The data:
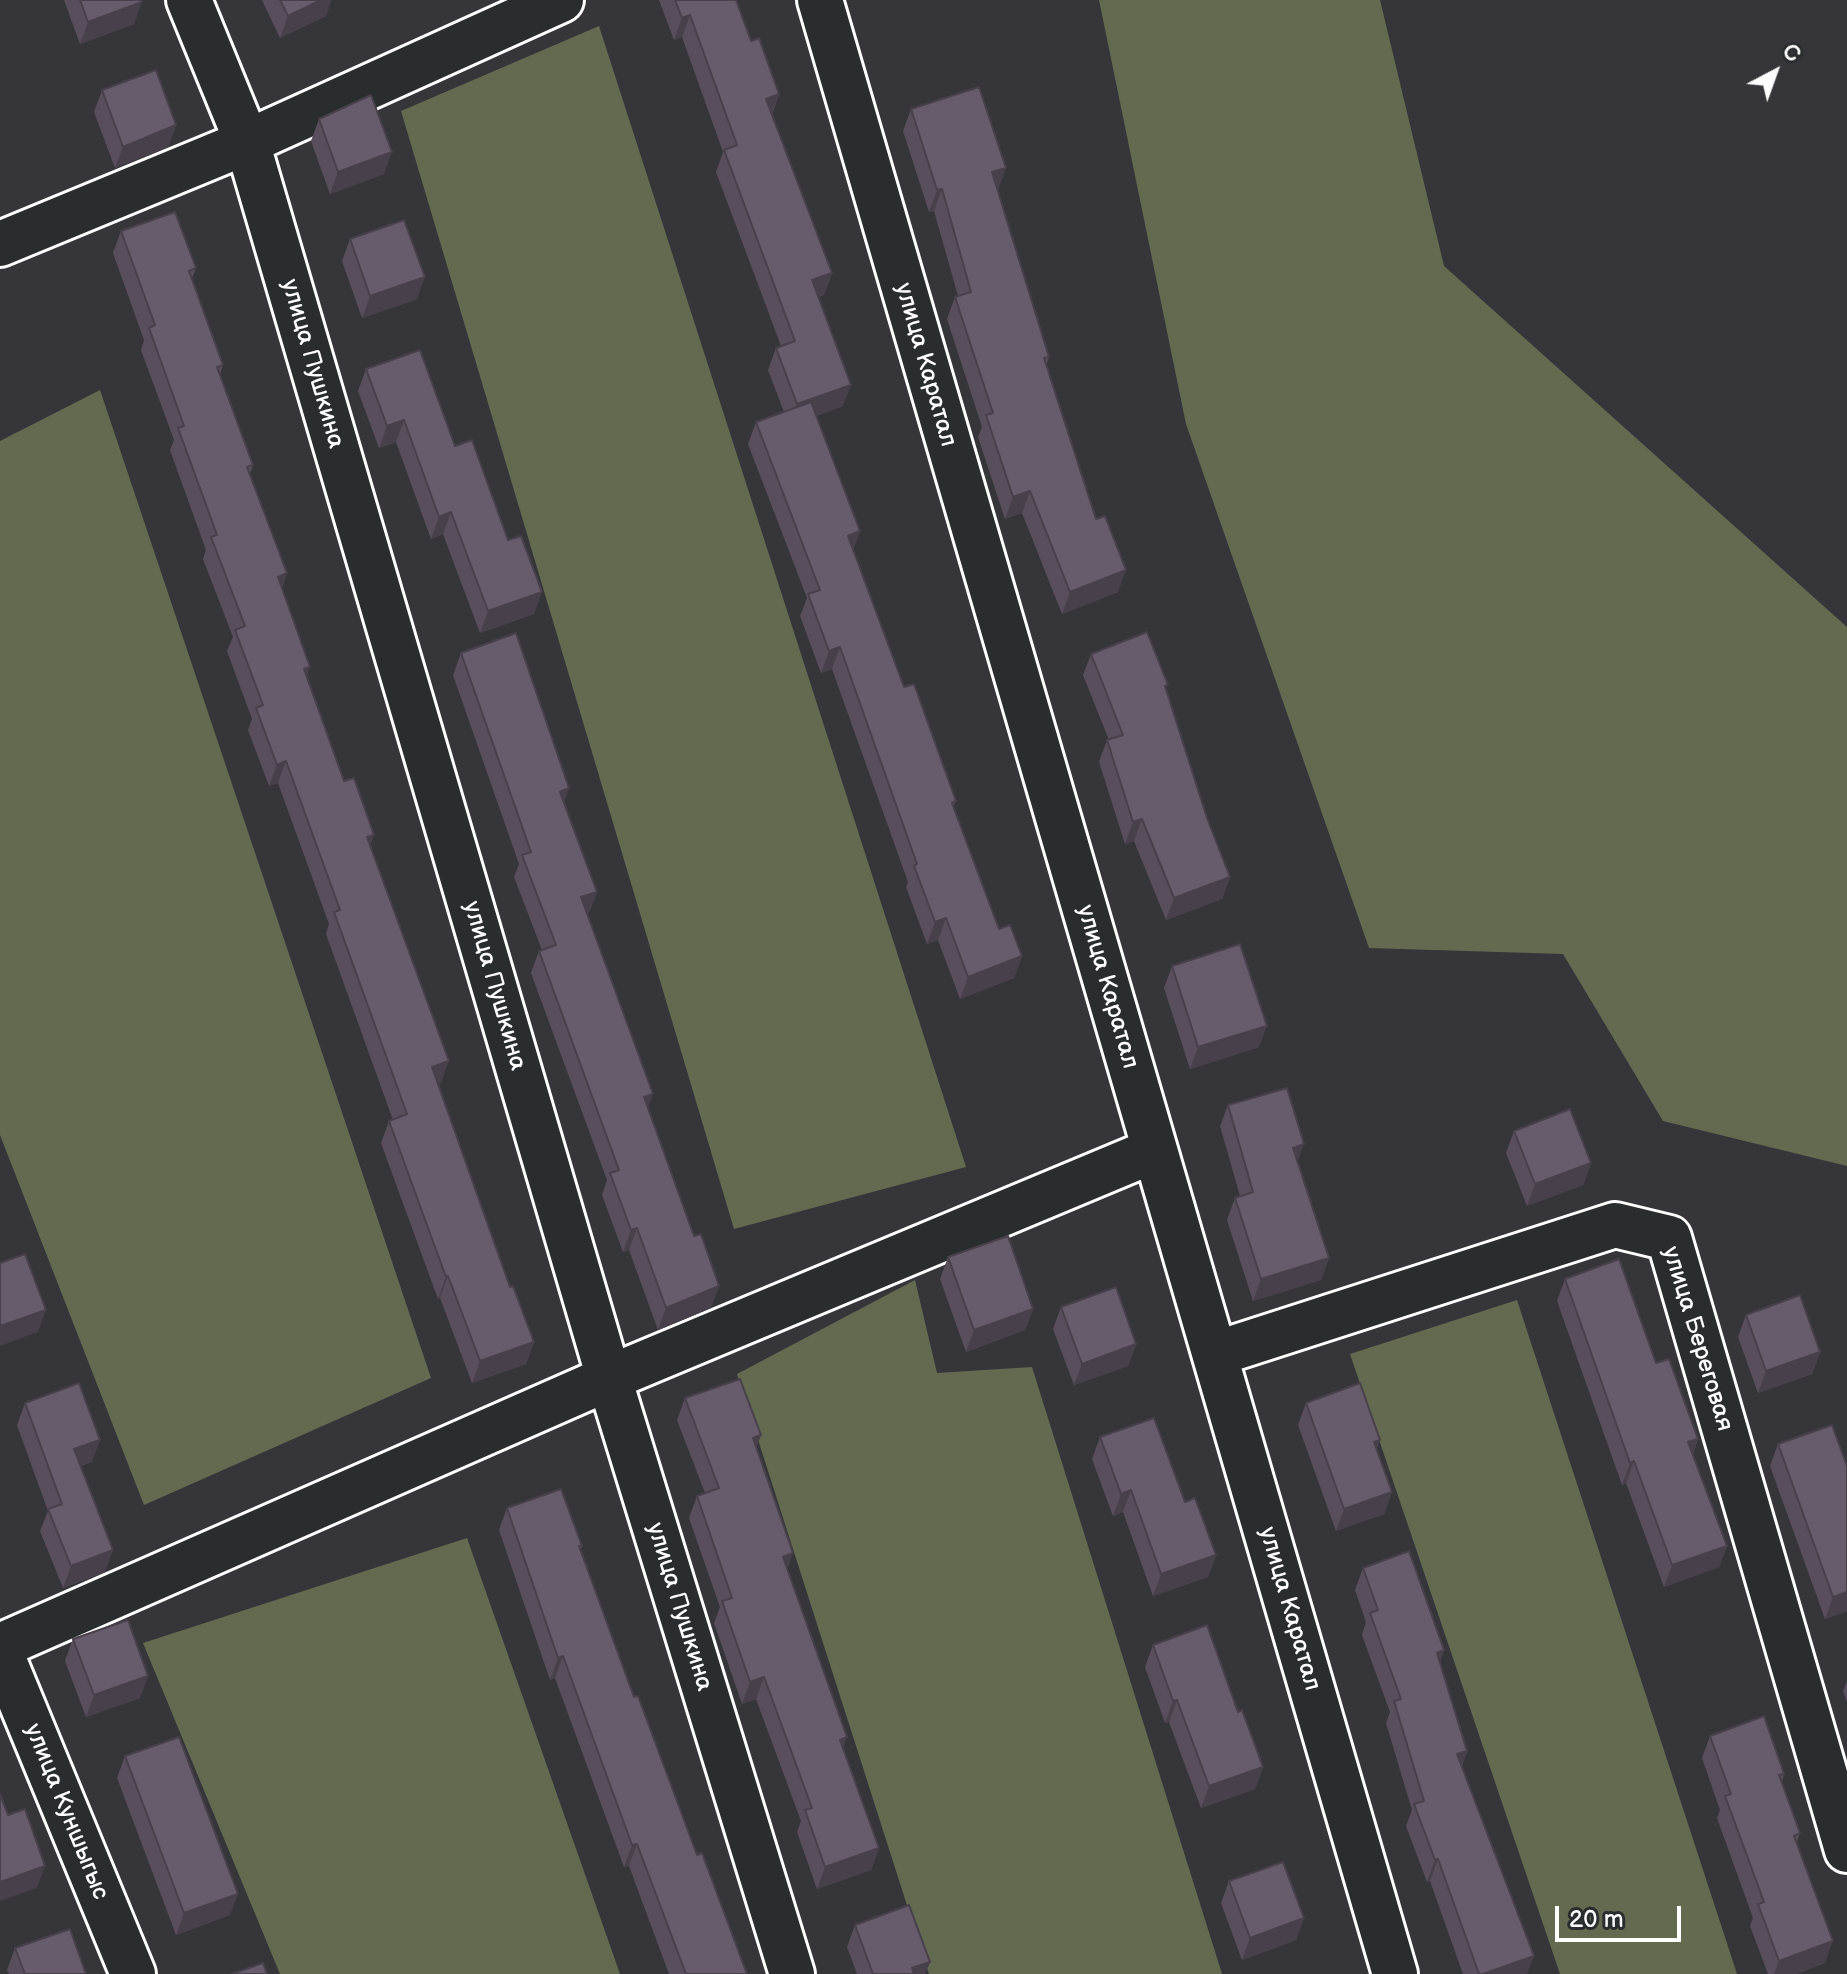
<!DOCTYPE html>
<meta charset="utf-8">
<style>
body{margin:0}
#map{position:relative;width:1847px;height:1974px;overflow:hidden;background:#36363a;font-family:"Balsamiq Sans",sans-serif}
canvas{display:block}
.north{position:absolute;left:1735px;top:32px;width:80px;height:80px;-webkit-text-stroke:6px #2a2d2e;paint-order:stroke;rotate:41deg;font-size:22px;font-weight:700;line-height:32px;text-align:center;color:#fff}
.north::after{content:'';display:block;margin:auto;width:28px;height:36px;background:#fff;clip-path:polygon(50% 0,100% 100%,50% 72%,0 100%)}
.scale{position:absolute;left:1555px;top:1906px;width:126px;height:36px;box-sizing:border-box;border:4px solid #fff;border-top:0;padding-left:10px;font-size:24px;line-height:28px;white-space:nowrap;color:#fff;-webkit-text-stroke:6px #2a2d2e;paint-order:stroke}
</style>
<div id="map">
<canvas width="1847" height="1974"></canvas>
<div class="north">С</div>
<div class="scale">20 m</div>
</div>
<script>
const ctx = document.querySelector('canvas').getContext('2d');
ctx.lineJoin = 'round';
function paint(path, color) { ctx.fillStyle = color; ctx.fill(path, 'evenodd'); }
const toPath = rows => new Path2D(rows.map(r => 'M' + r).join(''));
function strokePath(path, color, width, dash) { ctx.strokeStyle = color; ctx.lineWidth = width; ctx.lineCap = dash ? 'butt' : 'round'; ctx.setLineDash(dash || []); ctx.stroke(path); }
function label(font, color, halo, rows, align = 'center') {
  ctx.font = font + ' "Balsamiq Sans",sans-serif'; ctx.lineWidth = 7; ctx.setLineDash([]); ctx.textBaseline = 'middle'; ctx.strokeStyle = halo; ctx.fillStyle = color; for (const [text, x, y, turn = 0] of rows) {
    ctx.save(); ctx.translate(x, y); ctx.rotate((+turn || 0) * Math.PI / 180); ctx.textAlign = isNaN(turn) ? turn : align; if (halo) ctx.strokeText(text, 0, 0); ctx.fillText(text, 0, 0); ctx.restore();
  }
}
paint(toPath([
 [1099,0,1380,0,1444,266,1847,627,1847,1166,1663,1121,1563,954,1369,948,1186,424],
 [599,26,966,1167,734,1229,401,111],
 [100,390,431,1378,144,1505,0,1135,0,441],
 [915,1280,937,1373,1032,1367,1222,1974,929,1974,737,1374],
 [1517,1300,1737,1974,1560,1974,1350,1354],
 [467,1538,620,1974,280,1974,143,1643]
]), '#636a50');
const street = toPath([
 [189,0,247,142,609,1378,792,1974],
 [820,0,1395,1974],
 [0,244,247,142,561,0],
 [1215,1354,1615,1225,1669,1238,1847,1850],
 [0,1646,609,1378,1155,1150],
 [0,1651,133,1974]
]);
strokePath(street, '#fff', 50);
strokePath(street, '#2a2d2e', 44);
paint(toPath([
 [64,0,141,0,134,24,80,44],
 [262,0,331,0,326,16,280,38],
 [659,0,736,0,751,41,779,94,772,115,832,273,824,295,818,297,843,406,816,416,860,531,853,550,904,687,956,801,953,807,999,929,1022,956,1014,978,960,999,938,940,927,944,906,887,908,882,832,669,821,673,800,616,807,598,748,444,756,422,784,412,768,370,776,348,781,346,716,172,723,152,682,37,674,40],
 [102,90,176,125,168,147,115,168,94,112],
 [911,109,998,190,1049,357,1046,366,1118,592,1062,614,1022,513,1005,519,978,437,982,427,947,319,955,297,958,296,934,211,929,212,903,131],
 [319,119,384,174,330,194,311,141],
 [121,231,196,268,192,278,223,365,220,374,253,465,250,474,287,573,282,588,306,677,344,781,374,835,370,845,441,1083,438,1084,510,1287,534,1342,526,1364,472,1383,440,1298,438,1299,381,1143,389,1121,393,1120,326,934,329,924,278,783,269,786,248,730,252,719,227,651,233,637,203,559,206,550,170,450,174,440,141,350,144,340,113,253],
 [350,239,417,299,362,318,342,261],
 [366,369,455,446,534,614,480,633,443,534,431,539,396,442,379,448,358,391],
 [461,653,569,788,564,802,597,892,589,913,587,914,648,1109,711,1308,658,1330,629,1250,623,1252,602,1195,607,1180,531,973,539,951,542,950,514,877,519,864,453,675],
 [1091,654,1166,690,1207,818,1230,877,1222,899,1166,920,1134,841,1125,844,1099,762,1107,740,1109,740,1083,675],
 [1172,966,1259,1047,1190,1069,1164,988],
 [1228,1105,1297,1162,1329,1258,1321,1280,1253,1301,1227,1220,1235,1198,1240,1196,1220,1126],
 [1514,1131,1591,1163,1583,1185,1527,1206,1506,1153],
 [948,1257,1033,1309,1025,1330,966,1352,940,1279],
 [1565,1279,1656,1363,1698,1439,1693,1454,1727,1546,1719,1567,1664,1587,1626,1483,1622,1485,1557,1301],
 [1061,1307,1136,1344,1128,1366,1074,1385,1053,1329],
 [1746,1315,1820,1352,1812,1374,1758,1393,1738,1337],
 [685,1398,761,1435,756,1447,793,1553,787,1569,843,1748,879,1848,871,1870,817,1889,797,1832,801,1821,756,1699,742,1704,714,1623,720,1607,689,1518,697,1496,705,1493,677,1420],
 [25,1403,92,1462,81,1466,105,1572,63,1588,40,1531,48,1511,17,1425],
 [1306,1403,1380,1440,1376,1450,1392,1492,1384,1514,1336,1531,1298,1425],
 [1100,1437,1216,1555,1208,1577,1153,1596,1123,1512,1113,1516,1092,1459],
 [1778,1444,1847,1611,1825,1619,1770,1466],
 [507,1508,582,1546,580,1550,634,1697,697,1855,747,1974,669,1974,629,1866,624,1867,555,1678,550,1680,499,1530],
 [1363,1568,1444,1650,1440,1662,1467,1751,1462,1766,1527,1974,1463,1974,1430,1881,1427,1882,1406,1826,1412,1810,1386,1723,1390,1712,1362,1635,1366,1622,1355,1590],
 [73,1639,148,1676,140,1698,86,1717,65,1661],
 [1153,1645,1263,1767,1255,1789,1201,1808,1169,1722,1165,1723,1145,1667],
 [1847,1681,1847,1702,1843,1691],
 [1710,1736,1784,1774,1782,1782,1800,1833,1797,1842,1825,1963,1796,1974,1768,1974,1750,1926,1753,1918,1717,1818,1720,1810,1702,1758],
 [125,1756,230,1915,176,1935,117,1778],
 [1229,1881,1304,1918,1296,1940,1242,1960,1221,1903],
 [855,1925,930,1962,925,1974,857,1974,847,1947],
 [15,1948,86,1974,9,1974,7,1970]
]), '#594f5c');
paint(toPath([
 [321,0,331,0,326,16,280,38,288,16],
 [142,2,134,24,80,44,88,22],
 [690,15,682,37,674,40,682,18],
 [779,94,771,116,766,99],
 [176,125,168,147,115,168,123,147],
 [392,152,384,174,330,194,338,172],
 [1006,168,998,190,992,172],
 [942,189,934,211,929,212,937,190],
 [832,273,824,295,804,302,812,280],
 [425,277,417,299,362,318,370,296],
 [851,385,843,406,789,426,797,404],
 [404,420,396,442,379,448,387,426],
 [1030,491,1022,513,1005,519,1013,497],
 [451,512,443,534,431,539,439,517],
 [860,531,852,553,848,536],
 [1126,570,1118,592,1062,614,1070,592],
 [287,573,279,595,278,577],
 [542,592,534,614,480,633,488,611],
 [840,647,832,669,821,673,829,651],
 [310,667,302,689,304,669],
 [286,761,278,783,269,786,277,765],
 [569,788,561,810,560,792],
 [1142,819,1134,841,1125,844,1133,822],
 [374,835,366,857,367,837],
 [1230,877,1222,899,1166,920,1174,898],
 [597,892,589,913,573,919,581,897],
 [946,918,938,940,927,944,935,922],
 [1022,956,1014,978,960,999,968,977],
 [1267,1026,1259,1047,1190,1069,1198,1047],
 [449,1061,441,1083,424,1089,432,1067],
 [653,1094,645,1116,644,1097],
 [1304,1144,1296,1166,1293,1148],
 [1591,1163,1583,1185,1527,1206,1535,1184],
 [637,1228,629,1250,623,1252,631,1230],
 [1329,1258,1321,1280,1253,1301,1261,1279],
 [448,1276,440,1298,438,1299,446,1277],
 [719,1286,711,1308,658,1330,666,1308],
 [1033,1309,1025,1330,966,1352,974,1330],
 [46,1310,38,1332,0,1346,0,1326],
 [534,1342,526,1364,472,1383,480,1361],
 [1136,1344,1128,1366,1074,1385,1082,1364],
 [1820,1352,1812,1374,1758,1393,1766,1371],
 [761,1435,753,1457,753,1438],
 [1698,1439,1690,1461,1688,1442],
 [100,1440,92,1462,66,1471,74,1449],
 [1380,1440,1372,1462,1374,1442],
 [1634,1461,1626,1483,1622,1485,1630,1463],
 [1131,1490,1123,1512,1113,1516,1121,1494],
 [1392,1492,1384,1514,1336,1531,1344,1509],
 [1727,1546,1719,1567,1664,1587,1672,1565],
 [113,1550,105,1572,63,1588,71,1566],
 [793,1553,785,1575,783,1557],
 [1216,1555,1208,1577,1153,1596,1161,1574],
 [1847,1592,1847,1611,1825,1619,1833,1597],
 [1444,1650,1436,1672,1437,1653],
 [563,1656,555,1678,550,1680,558,1658],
 [148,1676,140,1698,86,1717,94,1695],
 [764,1677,756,1699,742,1704,750,1682],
 [1177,1700,1169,1722,1165,1723,1173,1701],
 [847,1737,839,1759,840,1740],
 [1467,1751,1459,1773,1457,1754],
 [1263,1767,1255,1789,1201,1808,1209,1786],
 [637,1844,629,1866,624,1867,632,1845],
 [879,1848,871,1870,817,1889,825,1867],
 [1438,1859,1430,1881,1427,1882,1435,1860],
 [45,1866,37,1888,0,1901,0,1882],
 [238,1894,230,1915,176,1935,184,1913],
 [1304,1918,1296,1940,1242,1960,1250,1938],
 [1833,1941,1825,1963,1796,1974,1774,1974,1779,1961],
 [1534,1956,1527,1974,1483,1974],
 [930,1962,925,1974,910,1974,912,1968]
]), '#48404b');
const building = toPath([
 [80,0,141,0,142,2,88,22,80,0],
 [280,0,321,0,288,16,280,0],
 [675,0,736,0,751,41,759,38,779,94,766,99,832,273,812,280,851,385,797,404,776,348,795,341,724,150,737,145,690,15,682,18,675,0],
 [156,70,176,125,123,147,102,90,156,70],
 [979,87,1006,168,992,172,1049,357,1044,358,1096,519,1105,516,1126,570,1070,592,1030,491,1013,497,986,415,993,413,955,297,971,292,942,189,937,190,911,109,979,87],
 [371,95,392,152,338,172,319,119,371,95],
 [175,212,196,268,189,271,223,365,217,367,253,465,247,467,287,573,278,577,310,667,304,669,344,781,354,778,374,835,367,837,449,1061,432,1067,510,1287,513,1286,534,1342,480,1361,448,1276,446,1277,389,1121,407,1114,334,912,340,910,286,761,277,765,256,708,263,705,235,630,245,626,211,537,217,535,178,428,184,426,149,328,155,325,121,231,175,212],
 [404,220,425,277,370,296,350,239,404,220],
 [420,350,455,446,472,440,508,540,521,536,542,592,488,611,451,512,439,517,404,420,387,426,366,369,420,350],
 [811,402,860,531,848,536,904,687,914,684,956,801,952,803,999,929,1010,925,1022,956,968,977,946,918,935,922,914,866,917,864,840,647,829,651,808,594,820,590,756,422,811,402],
 [1147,632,1168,685,1165,686,1207,818,1230,877,1174,898,1142,819,1133,822,1107,740,1123,735,1091,654,1147,632],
 [516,633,569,788,560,792,597,892,581,897,653,1094,644,1097,694,1236,701,1234,719,1286,666,1308,637,1228,631,1230,610,1173,619,1170,539,951,556,945,522,855,531,852,461,653,516,633],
 [1240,944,1267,1026,1198,1047,1172,966,1240,944],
 [1287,1088,1304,1144,1293,1148,1329,1258,1261,1279,1235,1198,1253,1192,1228,1105,1287,1088],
 [1570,1109,1591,1163,1535,1184,1514,1131,1570,1109],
 [1008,1236,1033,1309,974,1330,948,1257,1008,1236],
 [25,1254,46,1310,0,1326,0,1263,25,1254],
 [1619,1259,1656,1363,1669,1359,1698,1439,1688,1442,1727,1546,1672,1565,1634,1461,1630,1463,1565,1279,1619,1259],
 [1116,1287,1136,1344,1082,1364,1061,1307,1116,1287],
 [1800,1295,1820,1352,1766,1371,1746,1315,1800,1295],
 [740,1379,761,1435,753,1438,793,1553,783,1557,847,1737,840,1740,879,1848,825,1867,805,1810,812,1808,764,1677,750,1682,722,1601,732,1598,697,1496,719,1488,685,1398,740,1379],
 [79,1383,100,1440,74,1449,113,1550,71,1566,48,1509,62,1504,25,1403,79,1383],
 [1360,1383,1380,1440,1374,1442,1392,1492,1344,1509,1306,1403,1360,1383],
 [1154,1418,1185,1502,1195,1498,1216,1555,1161,1574,1131,1490,1121,1494,1100,1437,1154,1418],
 [1832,1425,1847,1466,1847,1592,1833,1597,1778,1444,1832,1425],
 [561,1489,582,1546,579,1546,634,1697,638,1696,697,1855,702,1853,747,1974,686,1974,637,1844,632,1845,563,1656,558,1658,507,1508,561,1489],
 [1409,1551,1444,1650,1437,1653,1467,1751,1457,1754,1534,1956,1483,1974,1479,1974,1438,1859,1435,1860,1414,1804,1424,1801,1394,1701,1401,1699,1370,1613,1378,1610,1363,1568,1409,1551],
 [128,1620,148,1676,94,1695,73,1639,128,1620],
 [1207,1625,1238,1712,1242,1710,1263,1767,1209,1786,1177,1700,1173,1701,1153,1645,1207,1625],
 [1764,1716,1784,1774,1779,1775,1800,1833,1794,1836,1833,1941,1779,1961,1758,1904,1764,1902,1725,1796,1731,1794,1710,1736,1764,1716],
 [179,1737,238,1894,184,1913,125,1756,179,1737],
 [0,1794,8,1815,25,1809,45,1866,0,1882,0,1794],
 [1283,1862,1304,1918,1250,1938,1229,1881,1283,1862],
 [909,1905,930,1962,912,1968,914,1974,873,1974,855,1925,909,1905],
 [70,1929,86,1974,25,1974,15,1948,70,1929],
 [263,1963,267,1974,232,1974,263,1963]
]);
paint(building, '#675c6b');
strokePath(building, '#48404b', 2);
label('24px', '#fff', '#2a2d2e', [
 ["улица Пушкина",312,364,74],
 ["улица Каратал",925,365,74],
 ["улица Пушкина",494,986,74],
 ["улица Каратал",1107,987,74],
 ["улица Береговая",1697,1339,73],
 ["улица Пушкина",679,1607,73],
 ["улица Каратал",1289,1609,74],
 ["улица Куншыгыс",66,1812,68]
]);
</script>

Work instructions: Report only how many lines in the records contain the word "align".

Your response: 3